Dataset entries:

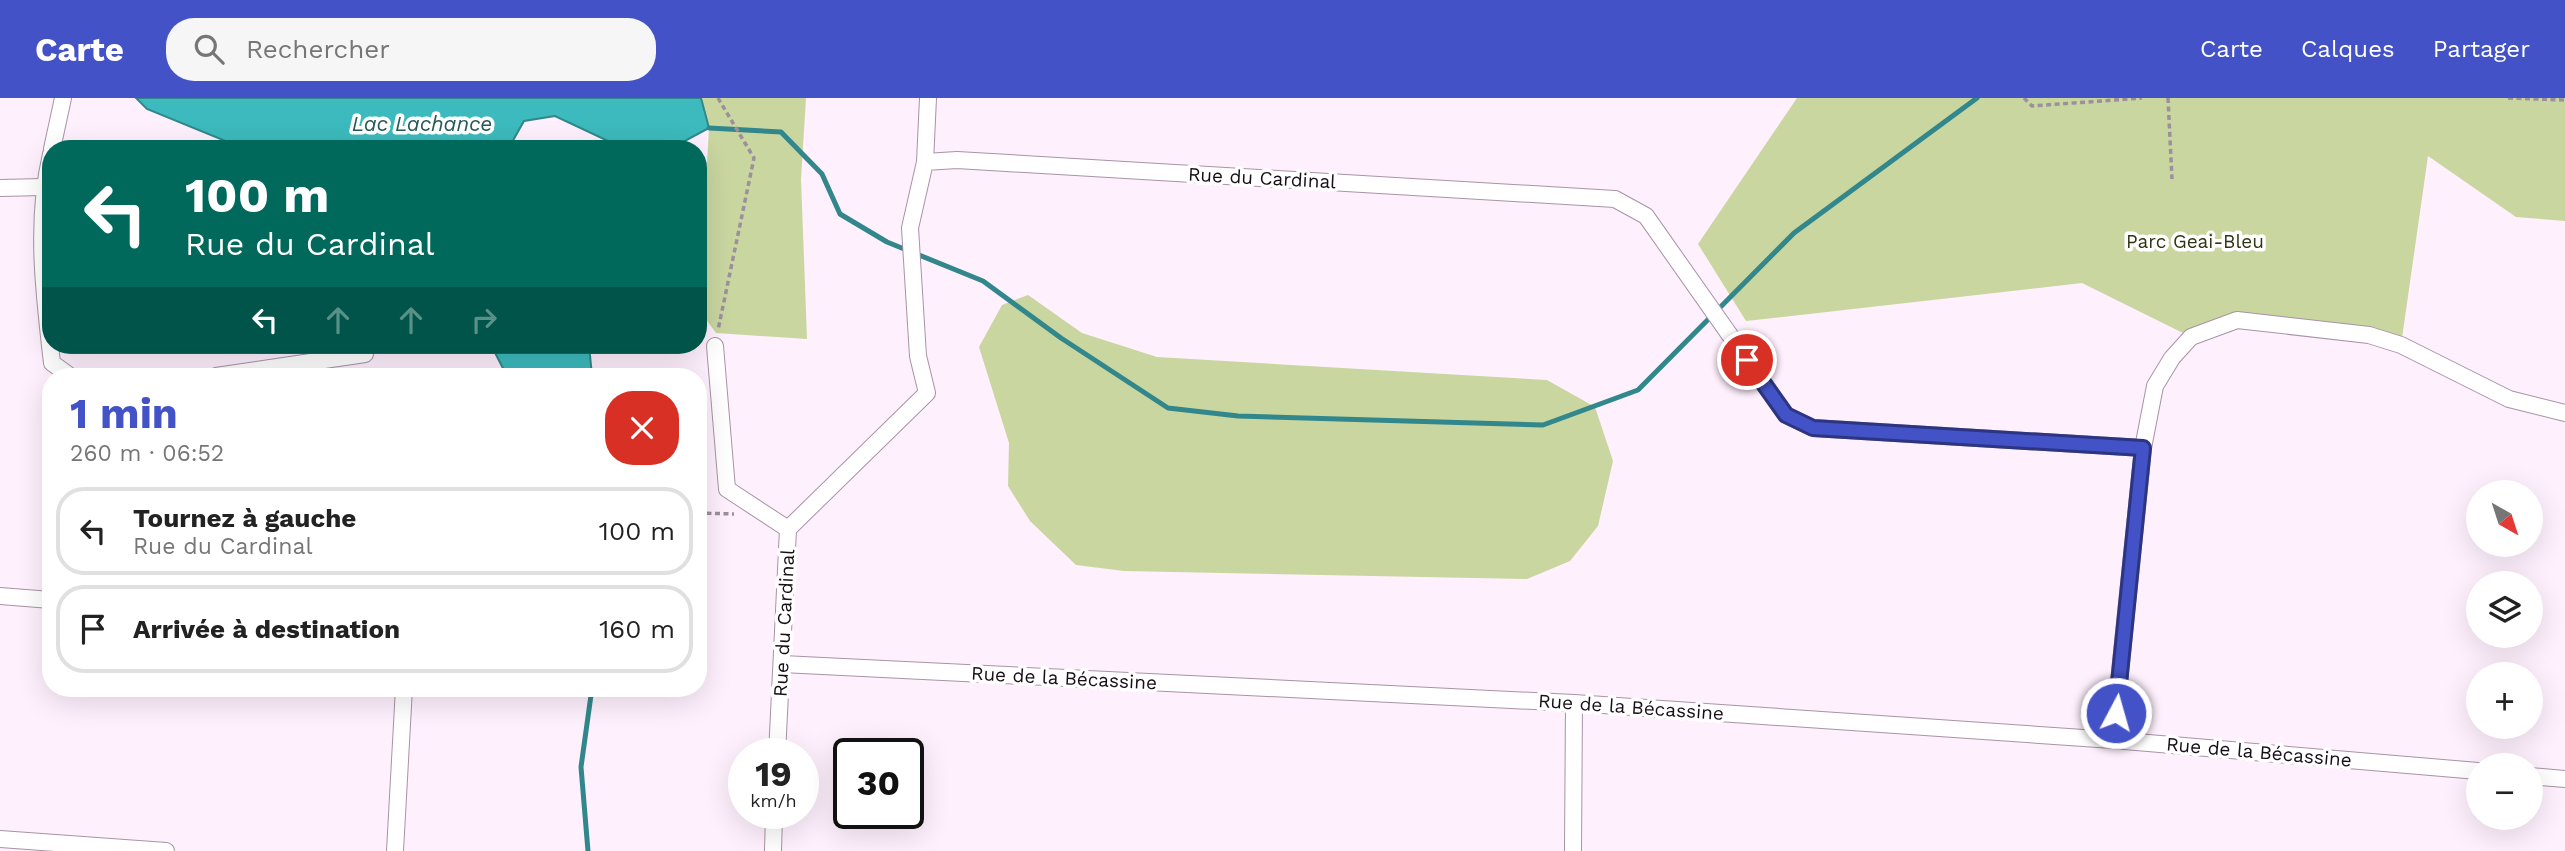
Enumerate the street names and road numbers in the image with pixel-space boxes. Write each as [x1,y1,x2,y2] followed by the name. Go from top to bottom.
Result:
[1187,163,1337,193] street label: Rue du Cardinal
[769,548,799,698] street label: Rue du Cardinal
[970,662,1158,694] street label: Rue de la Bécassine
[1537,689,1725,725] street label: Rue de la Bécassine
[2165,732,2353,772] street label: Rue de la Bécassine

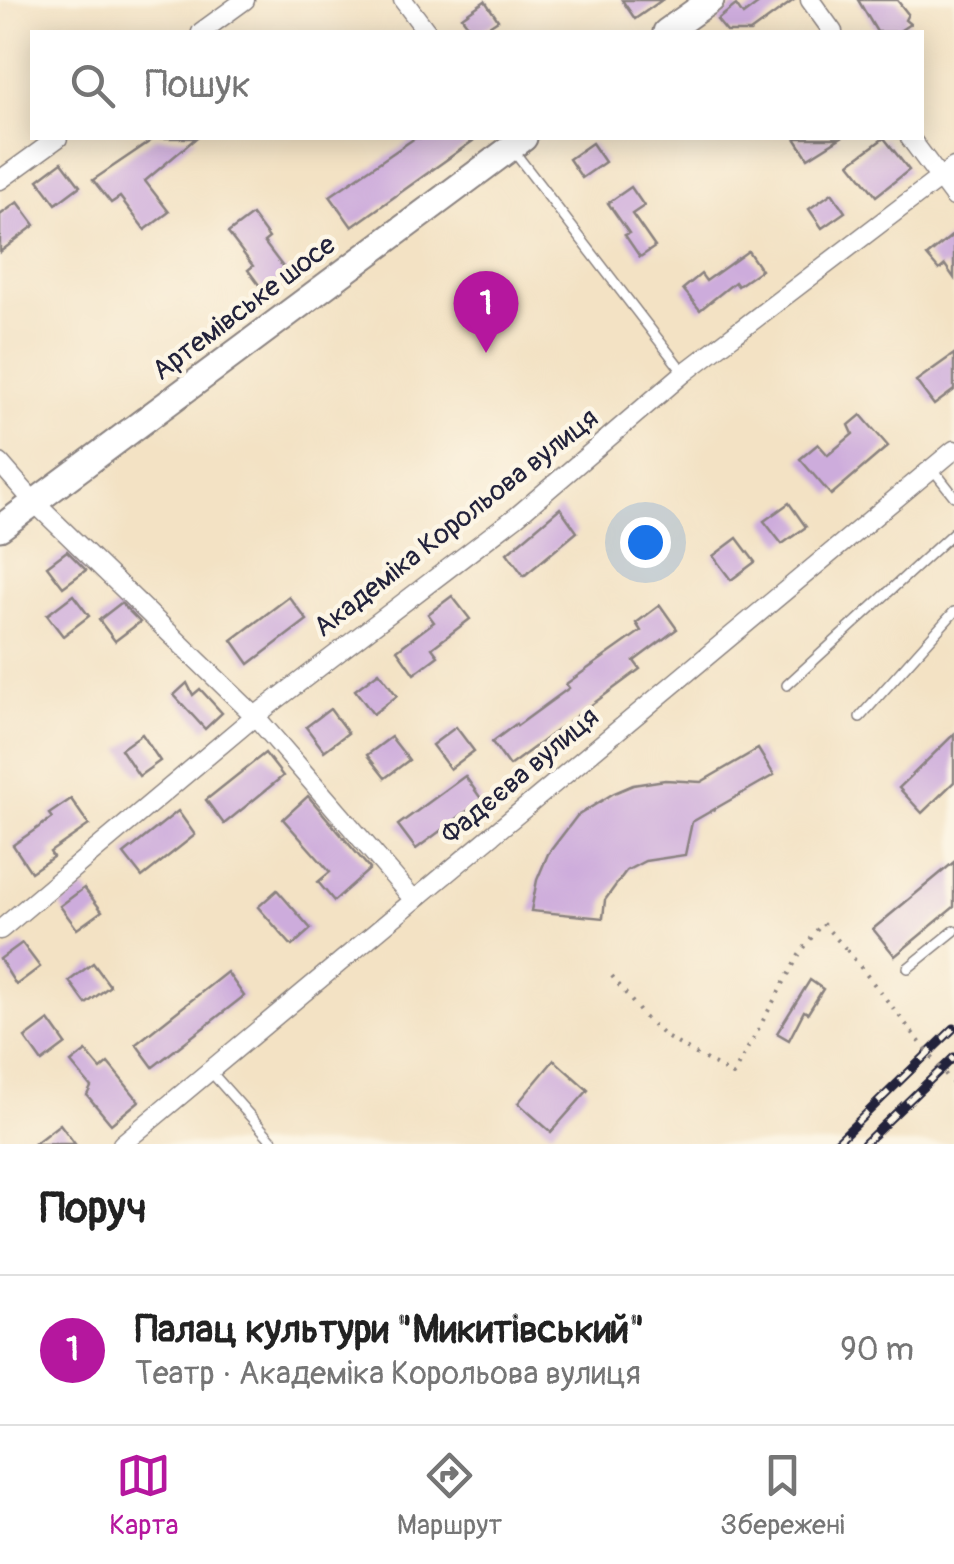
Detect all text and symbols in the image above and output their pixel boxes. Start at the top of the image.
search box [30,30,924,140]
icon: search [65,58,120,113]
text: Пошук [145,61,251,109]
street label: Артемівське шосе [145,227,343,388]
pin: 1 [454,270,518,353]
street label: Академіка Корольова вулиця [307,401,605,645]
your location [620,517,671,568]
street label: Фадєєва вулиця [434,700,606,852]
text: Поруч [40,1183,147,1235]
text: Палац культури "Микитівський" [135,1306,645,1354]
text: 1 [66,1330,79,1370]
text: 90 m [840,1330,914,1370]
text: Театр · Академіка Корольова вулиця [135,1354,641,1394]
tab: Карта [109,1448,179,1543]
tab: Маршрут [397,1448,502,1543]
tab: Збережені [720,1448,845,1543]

• _What to produce_:
The answer should be nothing more than the lines from the one with "Detect all text" through the end of the entries, restated word for word.

• _Task solution_:
Detect all text and symbols in the image above and output their pixel boxes. Start at the top of the image.
search box [30,30,924,140]
icon: search [65,58,120,113]
text: Пошук [145,61,251,109]
street label: Артемівське шосе [145,227,343,388]
pin: 1 [454,270,518,353]
street label: Академіка Корольова вулиця [307,401,605,645]
your location [620,517,671,568]
street label: Фадєєва вулиця [434,700,606,852]
text: Поруч [40,1183,147,1235]
text: Палац культури "Микитівський" [135,1306,645,1354]
text: 1 [66,1330,79,1370]
text: 90 m [840,1330,914,1370]
text: Театр · Академіка Корольова вулиця [135,1354,641,1394]
tab: Карта [109,1448,179,1543]
tab: Маршрут [397,1448,502,1543]
tab: Збережені [720,1448,845,1543]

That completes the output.